■ Task objective
I'd like every line in the following listing that holds "grid" copied.

Start of Supplied material

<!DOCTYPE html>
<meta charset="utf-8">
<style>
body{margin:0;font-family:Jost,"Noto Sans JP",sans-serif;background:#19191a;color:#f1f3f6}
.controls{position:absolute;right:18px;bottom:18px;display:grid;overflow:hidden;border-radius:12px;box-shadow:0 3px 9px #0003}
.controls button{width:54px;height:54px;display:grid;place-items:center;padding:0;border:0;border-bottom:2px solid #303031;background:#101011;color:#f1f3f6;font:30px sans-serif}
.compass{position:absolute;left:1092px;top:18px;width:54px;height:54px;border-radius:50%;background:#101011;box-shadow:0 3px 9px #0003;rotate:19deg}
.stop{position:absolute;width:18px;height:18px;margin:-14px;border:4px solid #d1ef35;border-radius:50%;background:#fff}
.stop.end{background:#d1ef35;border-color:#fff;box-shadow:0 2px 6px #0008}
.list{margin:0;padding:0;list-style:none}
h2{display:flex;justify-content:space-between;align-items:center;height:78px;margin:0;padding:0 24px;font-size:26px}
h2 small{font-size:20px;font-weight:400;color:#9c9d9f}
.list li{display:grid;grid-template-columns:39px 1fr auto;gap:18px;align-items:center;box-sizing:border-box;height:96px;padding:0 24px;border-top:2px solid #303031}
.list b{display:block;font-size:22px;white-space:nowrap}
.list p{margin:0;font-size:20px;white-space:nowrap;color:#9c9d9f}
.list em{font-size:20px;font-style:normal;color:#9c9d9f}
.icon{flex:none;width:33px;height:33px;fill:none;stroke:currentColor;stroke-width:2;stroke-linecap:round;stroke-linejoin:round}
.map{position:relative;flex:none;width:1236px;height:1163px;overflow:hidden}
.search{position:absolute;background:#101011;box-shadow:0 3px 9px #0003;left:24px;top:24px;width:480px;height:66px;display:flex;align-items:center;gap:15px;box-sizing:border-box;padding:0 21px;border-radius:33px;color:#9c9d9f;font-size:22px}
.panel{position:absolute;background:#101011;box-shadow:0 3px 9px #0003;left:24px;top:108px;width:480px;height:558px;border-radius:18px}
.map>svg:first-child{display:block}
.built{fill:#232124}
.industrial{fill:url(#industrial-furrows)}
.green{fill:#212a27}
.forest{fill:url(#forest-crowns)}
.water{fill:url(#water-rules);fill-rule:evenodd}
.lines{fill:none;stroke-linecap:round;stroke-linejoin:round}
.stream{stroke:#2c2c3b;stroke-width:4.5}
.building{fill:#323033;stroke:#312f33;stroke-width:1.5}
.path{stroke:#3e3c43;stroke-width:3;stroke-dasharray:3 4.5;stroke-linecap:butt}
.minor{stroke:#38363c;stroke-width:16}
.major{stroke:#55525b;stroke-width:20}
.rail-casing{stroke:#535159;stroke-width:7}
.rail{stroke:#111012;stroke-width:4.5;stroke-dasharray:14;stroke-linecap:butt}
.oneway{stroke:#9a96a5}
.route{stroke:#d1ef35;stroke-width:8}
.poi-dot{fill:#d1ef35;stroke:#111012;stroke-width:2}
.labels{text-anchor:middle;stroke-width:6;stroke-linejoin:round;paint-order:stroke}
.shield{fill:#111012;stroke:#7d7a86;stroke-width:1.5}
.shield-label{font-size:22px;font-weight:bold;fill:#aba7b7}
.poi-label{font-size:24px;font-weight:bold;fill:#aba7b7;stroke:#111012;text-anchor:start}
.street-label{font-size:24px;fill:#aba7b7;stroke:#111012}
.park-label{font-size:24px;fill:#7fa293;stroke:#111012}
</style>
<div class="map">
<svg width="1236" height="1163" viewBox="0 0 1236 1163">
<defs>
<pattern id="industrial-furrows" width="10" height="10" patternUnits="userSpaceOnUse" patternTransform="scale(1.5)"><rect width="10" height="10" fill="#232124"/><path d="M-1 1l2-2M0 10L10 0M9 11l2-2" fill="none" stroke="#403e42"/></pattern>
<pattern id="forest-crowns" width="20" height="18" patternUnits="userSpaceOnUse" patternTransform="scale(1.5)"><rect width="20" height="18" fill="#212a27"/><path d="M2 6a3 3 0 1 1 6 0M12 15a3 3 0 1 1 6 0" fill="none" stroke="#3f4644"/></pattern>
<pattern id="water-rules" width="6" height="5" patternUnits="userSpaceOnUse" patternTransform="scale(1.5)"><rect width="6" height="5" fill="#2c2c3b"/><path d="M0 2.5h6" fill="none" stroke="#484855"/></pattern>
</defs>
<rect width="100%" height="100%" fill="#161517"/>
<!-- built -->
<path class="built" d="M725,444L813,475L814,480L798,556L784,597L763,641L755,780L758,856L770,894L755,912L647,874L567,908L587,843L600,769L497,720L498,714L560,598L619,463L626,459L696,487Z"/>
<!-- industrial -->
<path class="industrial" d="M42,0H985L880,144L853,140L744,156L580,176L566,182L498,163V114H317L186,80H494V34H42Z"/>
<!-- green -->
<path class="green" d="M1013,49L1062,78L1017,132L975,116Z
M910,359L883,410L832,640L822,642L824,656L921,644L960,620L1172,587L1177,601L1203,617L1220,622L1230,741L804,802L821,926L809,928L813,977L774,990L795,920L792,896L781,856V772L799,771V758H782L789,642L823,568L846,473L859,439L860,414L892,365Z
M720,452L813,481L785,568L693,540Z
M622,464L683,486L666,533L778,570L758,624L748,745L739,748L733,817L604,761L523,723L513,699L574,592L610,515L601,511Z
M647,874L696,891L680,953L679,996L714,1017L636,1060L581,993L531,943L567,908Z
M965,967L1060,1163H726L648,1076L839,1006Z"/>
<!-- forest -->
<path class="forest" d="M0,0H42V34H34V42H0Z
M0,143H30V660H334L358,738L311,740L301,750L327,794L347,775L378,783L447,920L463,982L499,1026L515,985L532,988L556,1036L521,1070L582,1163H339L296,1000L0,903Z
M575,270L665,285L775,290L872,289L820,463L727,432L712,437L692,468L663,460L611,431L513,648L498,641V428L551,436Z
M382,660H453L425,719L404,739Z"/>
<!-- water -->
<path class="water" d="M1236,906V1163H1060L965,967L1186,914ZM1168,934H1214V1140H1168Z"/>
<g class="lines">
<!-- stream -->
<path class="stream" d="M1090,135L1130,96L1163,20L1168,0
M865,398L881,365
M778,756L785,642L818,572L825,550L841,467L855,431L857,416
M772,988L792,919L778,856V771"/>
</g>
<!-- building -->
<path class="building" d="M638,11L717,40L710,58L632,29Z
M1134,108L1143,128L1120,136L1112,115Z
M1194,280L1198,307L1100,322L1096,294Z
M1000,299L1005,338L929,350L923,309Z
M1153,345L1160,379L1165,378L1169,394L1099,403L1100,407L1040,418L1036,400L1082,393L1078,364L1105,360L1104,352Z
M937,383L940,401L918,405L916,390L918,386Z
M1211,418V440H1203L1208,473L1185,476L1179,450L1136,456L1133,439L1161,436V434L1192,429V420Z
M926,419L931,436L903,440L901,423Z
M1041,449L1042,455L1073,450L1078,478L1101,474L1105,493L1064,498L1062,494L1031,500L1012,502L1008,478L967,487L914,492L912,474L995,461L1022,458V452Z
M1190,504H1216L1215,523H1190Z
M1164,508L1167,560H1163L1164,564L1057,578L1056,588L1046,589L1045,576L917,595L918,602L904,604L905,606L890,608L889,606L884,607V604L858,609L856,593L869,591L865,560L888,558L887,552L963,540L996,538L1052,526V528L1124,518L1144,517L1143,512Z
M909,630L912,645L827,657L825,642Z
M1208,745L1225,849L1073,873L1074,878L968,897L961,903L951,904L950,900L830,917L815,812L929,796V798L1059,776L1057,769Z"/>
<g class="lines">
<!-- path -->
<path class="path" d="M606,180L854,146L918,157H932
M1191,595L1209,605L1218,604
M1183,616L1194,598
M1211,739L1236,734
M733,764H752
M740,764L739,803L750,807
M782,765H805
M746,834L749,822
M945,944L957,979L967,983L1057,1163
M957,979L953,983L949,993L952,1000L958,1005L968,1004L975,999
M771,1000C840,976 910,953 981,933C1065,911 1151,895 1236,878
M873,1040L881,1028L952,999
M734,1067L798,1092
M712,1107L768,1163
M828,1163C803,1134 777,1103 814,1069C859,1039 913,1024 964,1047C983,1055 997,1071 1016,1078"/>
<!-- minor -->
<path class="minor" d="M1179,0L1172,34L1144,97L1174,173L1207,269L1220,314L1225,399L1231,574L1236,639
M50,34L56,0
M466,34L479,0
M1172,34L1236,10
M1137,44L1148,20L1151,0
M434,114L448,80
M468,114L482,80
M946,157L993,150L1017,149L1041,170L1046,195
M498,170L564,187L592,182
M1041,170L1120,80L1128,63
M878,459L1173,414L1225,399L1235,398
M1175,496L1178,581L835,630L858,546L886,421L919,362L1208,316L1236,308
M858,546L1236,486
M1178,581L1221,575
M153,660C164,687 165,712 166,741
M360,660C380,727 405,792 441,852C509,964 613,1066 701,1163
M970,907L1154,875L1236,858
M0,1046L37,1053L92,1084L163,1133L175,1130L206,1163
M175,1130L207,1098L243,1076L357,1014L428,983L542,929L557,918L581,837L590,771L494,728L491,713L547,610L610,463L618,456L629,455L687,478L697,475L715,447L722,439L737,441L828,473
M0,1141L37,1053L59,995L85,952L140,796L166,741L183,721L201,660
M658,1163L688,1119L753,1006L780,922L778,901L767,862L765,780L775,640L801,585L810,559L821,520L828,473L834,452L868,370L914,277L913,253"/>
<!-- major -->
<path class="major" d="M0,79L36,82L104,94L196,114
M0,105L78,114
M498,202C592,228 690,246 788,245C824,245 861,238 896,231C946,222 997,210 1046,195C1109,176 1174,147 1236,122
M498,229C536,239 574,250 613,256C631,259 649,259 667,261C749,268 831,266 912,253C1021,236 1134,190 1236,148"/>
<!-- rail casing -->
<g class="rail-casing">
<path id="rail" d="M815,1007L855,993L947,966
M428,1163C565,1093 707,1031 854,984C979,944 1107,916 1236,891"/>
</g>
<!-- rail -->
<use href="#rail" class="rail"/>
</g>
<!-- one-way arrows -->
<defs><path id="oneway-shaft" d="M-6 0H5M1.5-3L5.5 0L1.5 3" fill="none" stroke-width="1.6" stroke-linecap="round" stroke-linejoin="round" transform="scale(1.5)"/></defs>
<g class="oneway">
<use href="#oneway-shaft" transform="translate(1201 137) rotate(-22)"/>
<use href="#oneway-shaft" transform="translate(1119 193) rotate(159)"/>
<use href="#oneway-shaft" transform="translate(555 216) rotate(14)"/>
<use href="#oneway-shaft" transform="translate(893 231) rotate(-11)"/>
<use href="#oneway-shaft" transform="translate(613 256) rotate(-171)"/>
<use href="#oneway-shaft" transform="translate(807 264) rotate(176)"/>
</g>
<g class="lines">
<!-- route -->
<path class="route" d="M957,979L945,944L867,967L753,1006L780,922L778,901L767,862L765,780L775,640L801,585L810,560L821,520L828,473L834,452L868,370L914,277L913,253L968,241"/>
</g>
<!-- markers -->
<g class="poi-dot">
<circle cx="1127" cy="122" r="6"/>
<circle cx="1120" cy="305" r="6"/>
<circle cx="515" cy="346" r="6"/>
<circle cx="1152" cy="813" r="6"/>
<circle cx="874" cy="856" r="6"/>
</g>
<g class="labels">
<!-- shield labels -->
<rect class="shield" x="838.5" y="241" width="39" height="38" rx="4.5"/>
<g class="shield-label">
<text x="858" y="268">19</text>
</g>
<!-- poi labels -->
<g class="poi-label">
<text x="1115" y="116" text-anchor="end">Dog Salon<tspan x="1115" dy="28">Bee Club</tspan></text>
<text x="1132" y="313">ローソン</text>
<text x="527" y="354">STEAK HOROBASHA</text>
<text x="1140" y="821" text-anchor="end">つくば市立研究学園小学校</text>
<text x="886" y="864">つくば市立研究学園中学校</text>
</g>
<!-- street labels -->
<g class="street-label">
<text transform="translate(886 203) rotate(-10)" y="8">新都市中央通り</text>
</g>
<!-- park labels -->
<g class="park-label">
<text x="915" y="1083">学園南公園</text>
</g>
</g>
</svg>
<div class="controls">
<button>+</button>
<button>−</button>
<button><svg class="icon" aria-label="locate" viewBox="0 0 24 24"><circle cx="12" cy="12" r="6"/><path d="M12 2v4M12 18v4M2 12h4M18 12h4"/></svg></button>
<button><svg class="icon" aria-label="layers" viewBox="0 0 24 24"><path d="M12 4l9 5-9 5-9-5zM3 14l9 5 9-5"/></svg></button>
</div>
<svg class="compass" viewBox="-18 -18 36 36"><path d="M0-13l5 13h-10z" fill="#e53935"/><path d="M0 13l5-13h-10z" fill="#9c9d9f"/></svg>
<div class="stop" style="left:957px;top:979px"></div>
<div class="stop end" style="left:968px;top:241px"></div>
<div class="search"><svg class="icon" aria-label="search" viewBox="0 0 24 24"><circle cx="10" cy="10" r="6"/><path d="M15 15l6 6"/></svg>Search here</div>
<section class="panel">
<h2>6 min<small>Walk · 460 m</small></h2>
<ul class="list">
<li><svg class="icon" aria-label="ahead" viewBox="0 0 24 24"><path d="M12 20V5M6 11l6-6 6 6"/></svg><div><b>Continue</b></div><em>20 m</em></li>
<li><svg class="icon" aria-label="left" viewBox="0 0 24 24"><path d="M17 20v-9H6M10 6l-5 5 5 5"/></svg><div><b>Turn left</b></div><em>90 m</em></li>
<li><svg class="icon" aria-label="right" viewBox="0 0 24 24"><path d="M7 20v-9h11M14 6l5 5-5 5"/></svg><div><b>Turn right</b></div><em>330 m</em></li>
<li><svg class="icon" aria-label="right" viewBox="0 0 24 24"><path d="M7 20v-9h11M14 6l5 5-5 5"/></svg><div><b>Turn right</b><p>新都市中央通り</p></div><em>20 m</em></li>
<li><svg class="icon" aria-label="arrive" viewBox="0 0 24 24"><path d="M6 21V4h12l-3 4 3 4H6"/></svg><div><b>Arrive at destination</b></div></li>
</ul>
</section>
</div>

End of Supplied material

■ Written solution
.controls{position:absolute;right:18px;bottom:18px;display:grid;overflow:hidden;border-radius:12px;box-shadow:0 3px 9px #0003}
.controls button{width:54px;height:54px;display:grid;place-items:center;padding:0;border:0;border-bottom:2px solid #303031;background:#101011;color:#f1f3f6;font:30px sans-serif}
.list li{display:grid;grid-template-columns:39px 1fr auto;gap:18px;align-items:center;box-sizing:border-box;height:96px;padding:0 24px;border-top:2px solid #303031}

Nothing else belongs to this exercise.